## Exercise brief:
Identify every line in the records below that contains the word "Sort", and copy each of those lines.
:: Data for processing
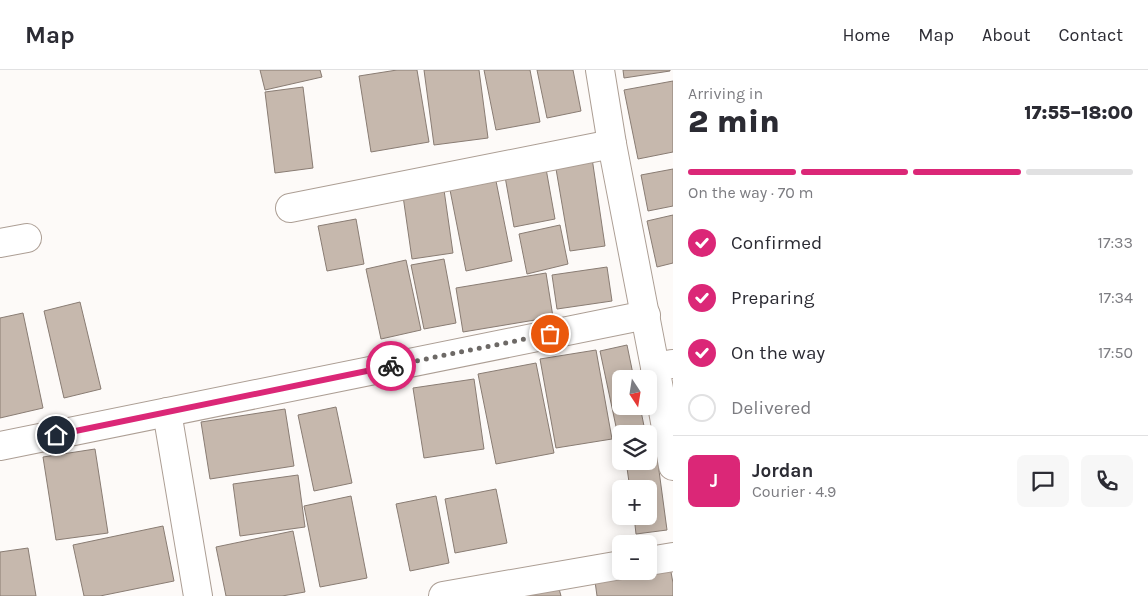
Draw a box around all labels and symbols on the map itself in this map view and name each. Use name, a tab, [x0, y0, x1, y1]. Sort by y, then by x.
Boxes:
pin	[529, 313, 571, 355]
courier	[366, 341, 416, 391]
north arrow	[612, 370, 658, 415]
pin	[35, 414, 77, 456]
::::
:: Data for processing
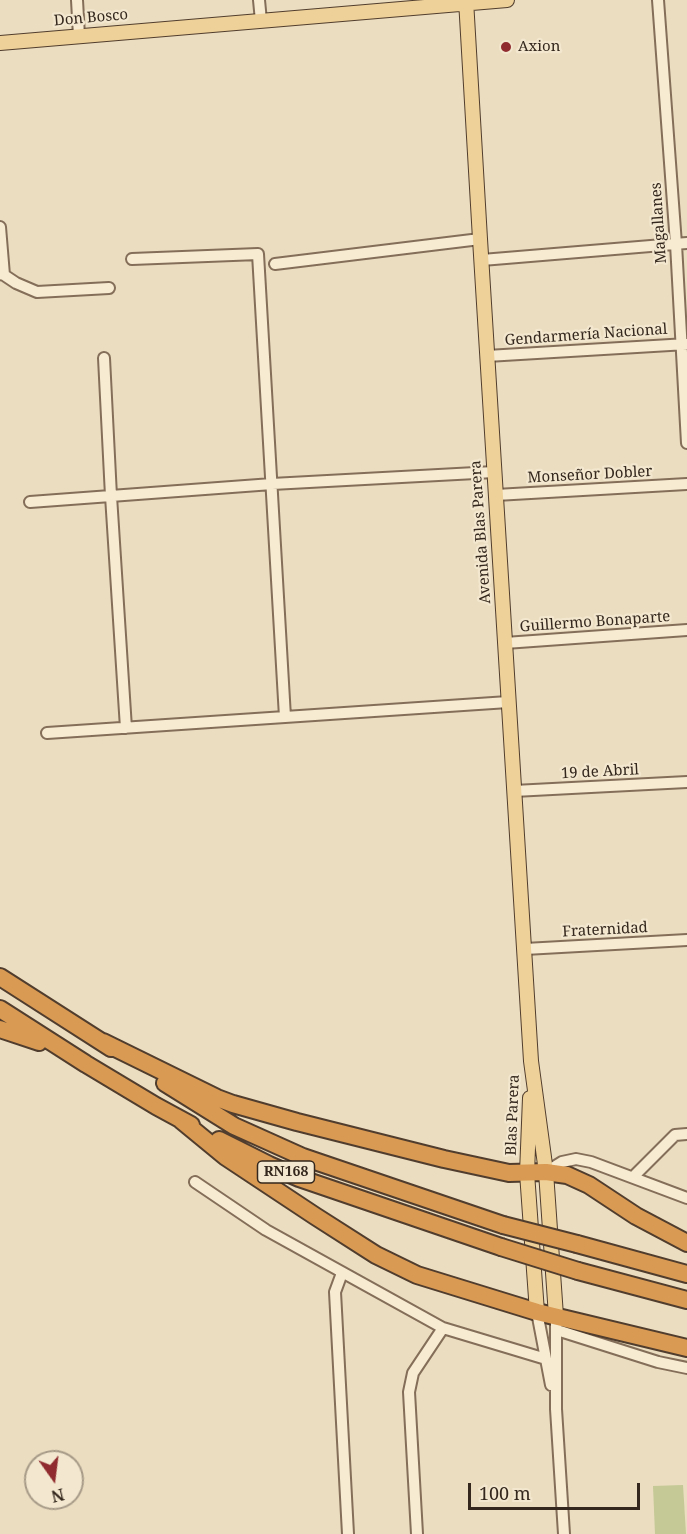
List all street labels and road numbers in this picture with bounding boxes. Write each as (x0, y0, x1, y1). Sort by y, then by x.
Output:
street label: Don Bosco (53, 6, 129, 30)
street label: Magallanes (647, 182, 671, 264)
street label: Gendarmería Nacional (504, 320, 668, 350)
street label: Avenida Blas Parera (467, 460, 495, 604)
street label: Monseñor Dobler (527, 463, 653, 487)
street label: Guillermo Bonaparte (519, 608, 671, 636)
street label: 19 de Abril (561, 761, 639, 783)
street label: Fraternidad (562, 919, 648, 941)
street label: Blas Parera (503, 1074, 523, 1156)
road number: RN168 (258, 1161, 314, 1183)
::::
## Output of the exercise:
Draw a box around all labels and symbols on the map itself in this map view and name each. Use name, a tab, [x0, y0, x1, y1]. Sort by y, then by x.
List all street labels and road numbers in this picture with bounding boxes. Write each as (x0, y0, x1, y1). Sort by y, then by x.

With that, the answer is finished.